Cuma günü oynanan maç, her ne kadar keyif verdiyse de beklenen maçlar cumartesi ve pazar maçlarıydı. Cumartesi oynanan öğle maçında Sivasspor, beklenen patlamayı gerçekleştirerek, dişine göre bulduğu rakibi Kayserispor’u 5-2 yenmeyi başardı. İkinci maçta tam anlamıyla bir gol düellosu vardı. Alanyaspor, Başakşehir’i 5-4 yendi. Günün son maçında lider Galatasaray, penaltıdan bulduğu golle, Konyaspor’u zor da olsa 1-0 yenmeyi başardı.
Müsabaka sonunda Galatasaray ikinci başkanının yaptığı açıklamalar yine şık olmadı. Takımları töhmet altında bırakan açıklamalar, hiç kimseye fayda sağlamayacaktır. Yangına körükle gitmeye devam ediyor.

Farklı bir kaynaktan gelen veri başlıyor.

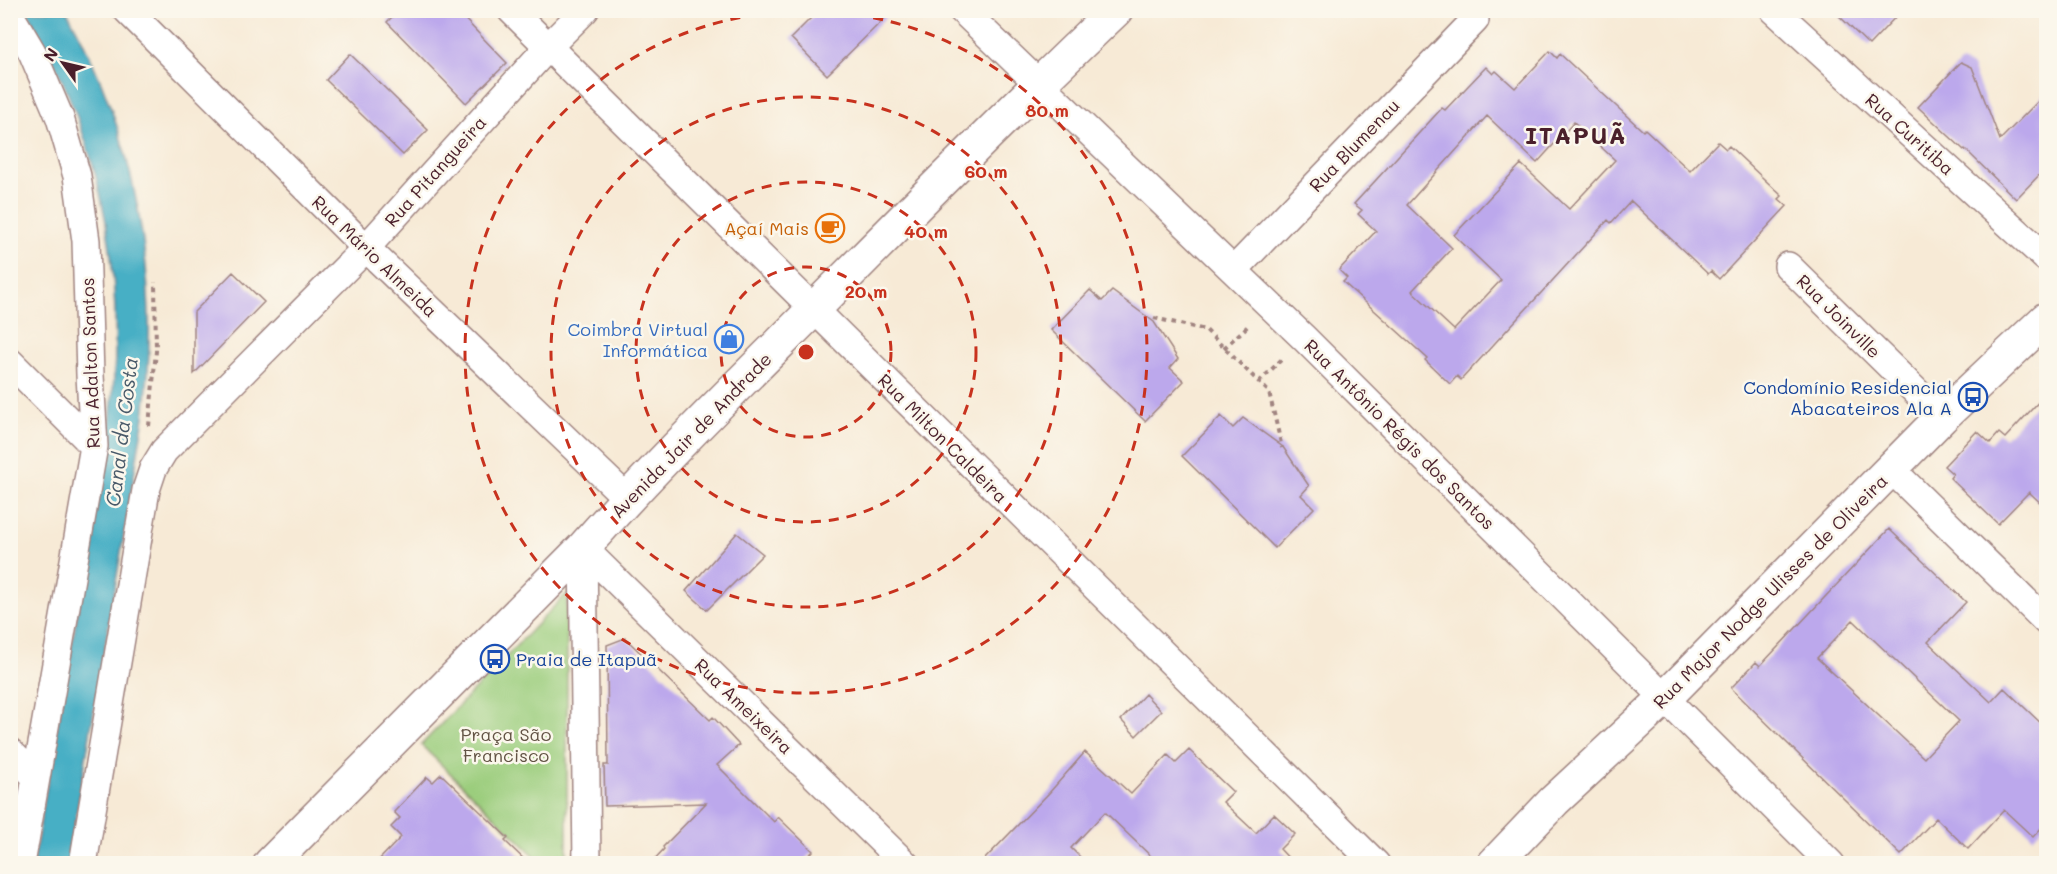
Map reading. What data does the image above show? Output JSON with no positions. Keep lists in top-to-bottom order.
{
  "streets": {
    "main road": ["Avenida Jair de Andrade", "Rua Major Nodge Ulisses de Oliveira"],
    "street": [
      "Rua Curitiba",
      "Rua Blumenau",
      "Rua Pitangueira",
      "Rua Mário Almeida",
      "Rua Joinville",
      "Rua Adalton Santos",
      "Rua Antônio Régis dos Santos",
      "Rua Milton Caldeira",
      "Rua Ameixeira"
    ]
  },
  "crossings": [
    ["Rua Blumenau", "Rua Antônio Régis dos Santos"],
    ["Rua Pitangueira", "Rua Mário Almeida"],
    ["Rua Pitangueira", "Rua Milton Caldeira"],
    ["Rua Mário Almeida", "Avenida Jair de Andrade"],
    ["Rua Joinville", "Rua Major Nodge Ulisses de Oliveira"],
    ["Rua Antônio Régis dos Santos", "Avenida Jair de Andrade"],
    ["Rua Antônio Régis dos Santos", "Rua Major Nodge Ulisses de Oliveira"],
    ["Avenida Jair de Andrade", "Rua Milton Caldeira"],
    ["Avenida Jair de Andrade", "Rua Ameixeira"]
  ],
  "districts": ["ITAPUÃ"],
  "water": ["Canal da Costa"],
  "parks": ["Praça São Francisco"],
  "places": {
    "cafe": ["Açaí Mais"],
    "shop": ["Coimbra Virtual Informática"],
    "bus stop": ["Condomínio Residencial Abacateiros Ala A", "Praia de Itapuã"]
  },
  "north": "top left",
  "rings": [
    "80 m",
    "60 m",
    "40 m",
    "20 m"
  ]
}
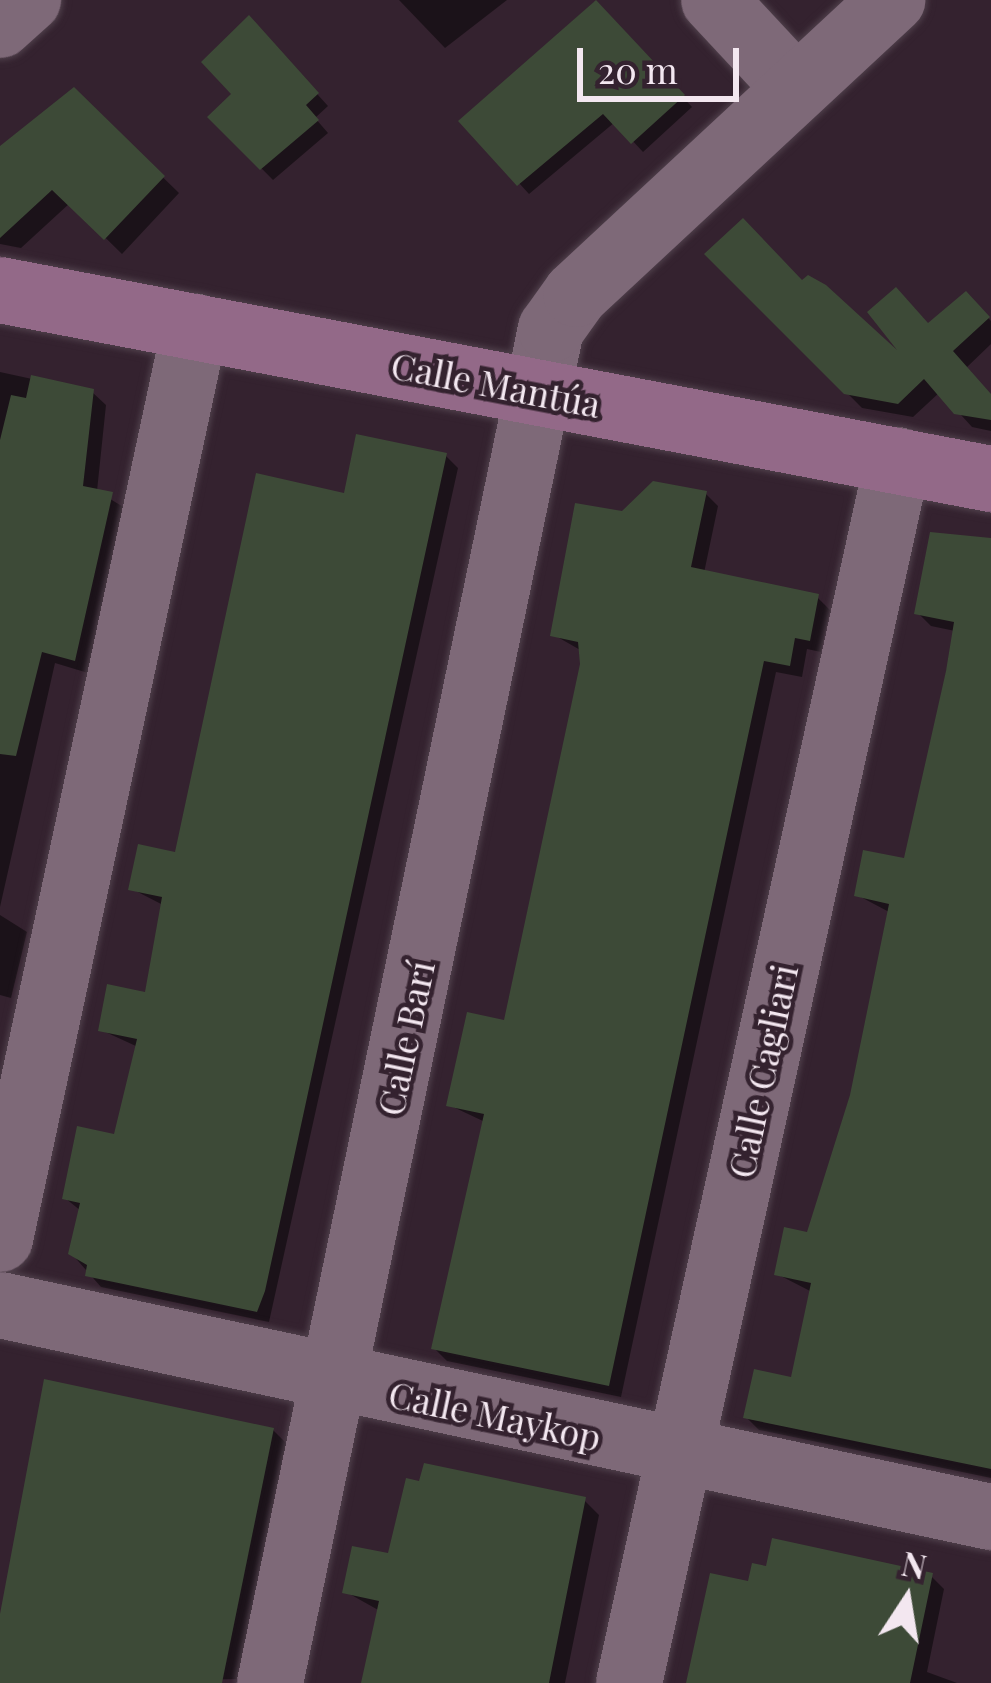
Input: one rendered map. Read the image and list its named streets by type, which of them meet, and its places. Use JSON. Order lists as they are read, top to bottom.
{
  "streets": {
    "street": [
      "Calle Mantúa",
      "Calle Barí",
      "Calle Cagliari",
      "Calle Maykop"
    ]
  },
  "crossings": [
    ["Calle Mantúa", "Calle Barí"],
    ["Calle Mantúa", "Calle Cagliari"],
    ["Calle Barí", "Calle Maykop"],
    ["Calle Cagliari", "Calle Maykop"]
  ],
  "scale_bar": "20 m",
  "north": "top"
}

Burada her hafta ligde, mutfakta, pazarda, cepte, sokakta yangın var derken, gerçekten yüreğimizi yakan yangın, Kartalkaya Grand Otel’den geldi. Tam 78 vatandaşımız, yanarak can verdi. Doktorumuz, ekonomistimiz, mühendisimiz, öğretmenimiz, iş adamımız, kadınlarımız, ille de çocuklarımız, memleketimizin değerleri ihmaller ve daha çok para kazanma hırsı yüzünden, yanarak can verdi. Geçen hafta sonu bununla ilgili bir yazı yazdım. Okumanızı tavsiye ederim. Bu kadar insanımızı feci şekilde kaybetmişken, ortalıkta tek bir sorumlu bulunamadı. Gözaltılar elbette var. Mesela 30 sene önce, oteli yapan 72 yaşındaki müteahhitti gözaltına almışlar. Otelin sahibini tutuklamışlar. Asıl otelin çalışma iznini veren, denetleyen kimse ortada yok. Anlayacağınız ortada top çevriliyor. Asıl sorumluların dışında, herkesi gözaltına alabilirler. Ellerinde olsa, ateşi bulanı da alırlar. Ama asla asıl sorumluları almayacaklar. Sonunda ne olacak ben size söyleyeyim; otel müdürü, mutfaktan sorumlu gariban işçi içeri alınacak, dosya kapatılacak. Soma’da, İliç’te, deprem bölgesinde, diğer maden katliamlarında, tren kazalarında böyle olmadı mı? Tek bir sorumlu bulundu mu? Tek bir istifa… Bunca insan öldü, tek bir sorumlu yok. Neredeyse ölen suçlanacak ama asla sorumlu bulunmayacak. Adalet, liyakat hak getire… Vicdan nerede? Vicdan insanın pusulası ise, insan nerede?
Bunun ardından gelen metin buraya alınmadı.